>>
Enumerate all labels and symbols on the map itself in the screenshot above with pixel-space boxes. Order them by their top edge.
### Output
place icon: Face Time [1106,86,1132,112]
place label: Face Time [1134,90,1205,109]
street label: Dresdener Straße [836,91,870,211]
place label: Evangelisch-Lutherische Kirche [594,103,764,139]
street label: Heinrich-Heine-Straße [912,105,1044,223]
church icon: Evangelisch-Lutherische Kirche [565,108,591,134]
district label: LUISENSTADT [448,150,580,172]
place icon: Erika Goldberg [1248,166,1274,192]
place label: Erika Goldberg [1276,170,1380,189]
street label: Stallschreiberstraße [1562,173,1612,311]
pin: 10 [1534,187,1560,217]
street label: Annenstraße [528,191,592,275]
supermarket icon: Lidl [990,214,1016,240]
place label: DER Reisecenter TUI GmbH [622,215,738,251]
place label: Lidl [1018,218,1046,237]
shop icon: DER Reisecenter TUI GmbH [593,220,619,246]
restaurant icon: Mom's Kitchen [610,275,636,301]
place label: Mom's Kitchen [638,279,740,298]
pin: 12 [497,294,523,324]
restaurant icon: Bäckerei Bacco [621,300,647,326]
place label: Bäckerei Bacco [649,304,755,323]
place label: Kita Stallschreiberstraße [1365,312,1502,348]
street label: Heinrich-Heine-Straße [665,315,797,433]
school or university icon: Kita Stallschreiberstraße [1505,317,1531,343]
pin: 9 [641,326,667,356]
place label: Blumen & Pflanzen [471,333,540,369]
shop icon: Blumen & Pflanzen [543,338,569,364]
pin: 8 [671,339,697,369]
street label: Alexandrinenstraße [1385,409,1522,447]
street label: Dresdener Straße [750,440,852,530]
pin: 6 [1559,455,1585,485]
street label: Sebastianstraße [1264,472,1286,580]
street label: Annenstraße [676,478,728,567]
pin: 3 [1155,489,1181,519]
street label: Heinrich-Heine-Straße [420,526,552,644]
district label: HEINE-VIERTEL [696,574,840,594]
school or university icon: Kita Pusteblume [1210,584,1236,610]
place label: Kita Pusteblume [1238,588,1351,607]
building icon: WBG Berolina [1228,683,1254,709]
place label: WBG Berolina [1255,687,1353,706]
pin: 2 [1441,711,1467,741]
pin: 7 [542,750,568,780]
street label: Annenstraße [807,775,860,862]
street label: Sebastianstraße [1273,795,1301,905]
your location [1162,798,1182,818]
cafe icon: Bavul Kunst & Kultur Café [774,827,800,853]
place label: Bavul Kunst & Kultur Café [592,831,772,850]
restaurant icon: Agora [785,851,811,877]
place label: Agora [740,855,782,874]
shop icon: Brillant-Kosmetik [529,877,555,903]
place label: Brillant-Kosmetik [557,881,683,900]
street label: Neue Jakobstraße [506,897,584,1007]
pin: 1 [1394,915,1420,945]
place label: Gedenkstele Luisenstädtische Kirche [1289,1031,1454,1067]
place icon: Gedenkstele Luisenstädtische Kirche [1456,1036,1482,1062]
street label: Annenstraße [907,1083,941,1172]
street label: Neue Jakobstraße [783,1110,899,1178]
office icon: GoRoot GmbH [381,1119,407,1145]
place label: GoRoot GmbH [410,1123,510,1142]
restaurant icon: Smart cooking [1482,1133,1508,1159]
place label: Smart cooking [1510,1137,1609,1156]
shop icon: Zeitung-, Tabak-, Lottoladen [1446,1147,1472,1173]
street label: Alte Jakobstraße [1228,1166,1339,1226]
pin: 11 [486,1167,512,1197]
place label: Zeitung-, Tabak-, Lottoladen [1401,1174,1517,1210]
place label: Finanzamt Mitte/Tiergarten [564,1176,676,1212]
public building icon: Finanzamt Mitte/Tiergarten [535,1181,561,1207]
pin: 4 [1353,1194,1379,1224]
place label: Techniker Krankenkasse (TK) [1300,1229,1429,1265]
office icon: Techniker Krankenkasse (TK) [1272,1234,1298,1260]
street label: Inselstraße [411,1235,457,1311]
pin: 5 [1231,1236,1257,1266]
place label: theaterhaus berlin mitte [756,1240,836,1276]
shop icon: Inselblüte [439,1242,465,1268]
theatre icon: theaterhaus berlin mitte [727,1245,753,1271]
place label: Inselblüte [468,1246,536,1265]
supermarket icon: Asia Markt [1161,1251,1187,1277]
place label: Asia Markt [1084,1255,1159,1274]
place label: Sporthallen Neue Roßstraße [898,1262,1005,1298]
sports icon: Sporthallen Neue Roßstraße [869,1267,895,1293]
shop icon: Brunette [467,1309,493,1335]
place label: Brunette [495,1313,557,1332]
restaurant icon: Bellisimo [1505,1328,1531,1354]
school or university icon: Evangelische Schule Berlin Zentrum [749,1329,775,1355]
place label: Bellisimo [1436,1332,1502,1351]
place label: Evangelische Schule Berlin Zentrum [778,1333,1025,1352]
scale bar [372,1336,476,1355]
<<
Assignment » Restate every record exactly, leaving nothing out.

Written solution »
Enumerate all labels and symbols on the map itself in the screenshot above with pixel-space boxes. Order them by their top edge.
### Output
place icon: Face Time [1106,86,1132,112]
place label: Face Time [1134,90,1205,109]
street label: Dresdener Straße [836,91,870,211]
place label: Evangelisch-Lutherische Kirche [594,103,764,139]
street label: Heinrich-Heine-Straße [912,105,1044,223]
church icon: Evangelisch-Lutherische Kirche [565,108,591,134]
district label: LUISENSTADT [448,150,580,172]
place icon: Erika Goldberg [1248,166,1274,192]
place label: Erika Goldberg [1276,170,1380,189]
street label: Stallschreiberstraße [1562,173,1612,311]
pin: 10 [1534,187,1560,217]
street label: Annenstraße [528,191,592,275]
supermarket icon: Lidl [990,214,1016,240]
place label: DER Reisecenter TUI GmbH [622,215,738,251]
place label: Lidl [1018,218,1046,237]
shop icon: DER Reisecenter TUI GmbH [593,220,619,246]
restaurant icon: Mom's Kitchen [610,275,636,301]
place label: Mom's Kitchen [638,279,740,298]
pin: 12 [497,294,523,324]
restaurant icon: Bäckerei Bacco [621,300,647,326]
place label: Bäckerei Bacco [649,304,755,323]
place label: Kita Stallschreiberstraße [1365,312,1502,348]
street label: Heinrich-Heine-Straße [665,315,797,433]
school or university icon: Kita Stallschreiberstraße [1505,317,1531,343]
pin: 9 [641,326,667,356]
place label: Blumen & Pflanzen [471,333,540,369]
shop icon: Blumen & Pflanzen [543,338,569,364]
pin: 8 [671,339,697,369]
street label: Alexandrinenstraße [1385,409,1522,447]
street label: Dresdener Straße [750,440,852,530]
pin: 6 [1559,455,1585,485]
street label: Sebastianstraße [1264,472,1286,580]
street label: Annenstraße [676,478,728,567]
pin: 3 [1155,489,1181,519]
street label: Heinrich-Heine-Straße [420,526,552,644]
district label: HEINE-VIERTEL [696,574,840,594]
school or university icon: Kita Pusteblume [1210,584,1236,610]
place label: Kita Pusteblume [1238,588,1351,607]
building icon: WBG Berolina [1228,683,1254,709]
place label: WBG Berolina [1255,687,1353,706]
pin: 2 [1441,711,1467,741]
pin: 7 [542,750,568,780]
street label: Annenstraße [807,775,860,862]
street label: Sebastianstraße [1273,795,1301,905]
your location [1162,798,1182,818]
cafe icon: Bavul Kunst & Kultur Café [774,827,800,853]
place label: Bavul Kunst & Kultur Café [592,831,772,850]
restaurant icon: Agora [785,851,811,877]
place label: Agora [740,855,782,874]
shop icon: Brillant-Kosmetik [529,877,555,903]
place label: Brillant-Kosmetik [557,881,683,900]
street label: Neue Jakobstraße [506,897,584,1007]
pin: 1 [1394,915,1420,945]
place label: Gedenkstele Luisenstädtische Kirche [1289,1031,1454,1067]
place icon: Gedenkstele Luisenstädtische Kirche [1456,1036,1482,1062]
street label: Annenstraße [907,1083,941,1172]
street label: Neue Jakobstraße [783,1110,899,1178]
office icon: GoRoot GmbH [381,1119,407,1145]
place label: GoRoot GmbH [410,1123,510,1142]
restaurant icon: Smart cooking [1482,1133,1508,1159]
place label: Smart cooking [1510,1137,1609,1156]
shop icon: Zeitung-, Tabak-, Lottoladen [1446,1147,1472,1173]
street label: Alte Jakobstraße [1228,1166,1339,1226]
pin: 11 [486,1167,512,1197]
place label: Zeitung-, Tabak-, Lottoladen [1401,1174,1517,1210]
place label: Finanzamt Mitte/Tiergarten [564,1176,676,1212]
public building icon: Finanzamt Mitte/Tiergarten [535,1181,561,1207]
pin: 4 [1353,1194,1379,1224]
place label: Techniker Krankenkasse (TK) [1300,1229,1429,1265]
office icon: Techniker Krankenkasse (TK) [1272,1234,1298,1260]
street label: Inselstraße [411,1235,457,1311]
pin: 5 [1231,1236,1257,1266]
place label: theaterhaus berlin mitte [756,1240,836,1276]
shop icon: Inselblüte [439,1242,465,1268]
theatre icon: theaterhaus berlin mitte [727,1245,753,1271]
place label: Inselblüte [468,1246,536,1265]
supermarket icon: Asia Markt [1161,1251,1187,1277]
place label: Asia Markt [1084,1255,1159,1274]
place label: Sporthallen Neue Roßstraße [898,1262,1005,1298]
sports icon: Sporthallen Neue Roßstraße [869,1267,895,1293]
shop icon: Brunette [467,1309,493,1335]
place label: Brunette [495,1313,557,1332]
restaurant icon: Bellisimo [1505,1328,1531,1354]
school or university icon: Evangelische Schule Berlin Zentrum [749,1329,775,1355]
place label: Bellisimo [1436,1332,1502,1351]
place label: Evangelische Schule Berlin Zentrum [778,1333,1025,1352]
scale bar [372,1336,476,1355]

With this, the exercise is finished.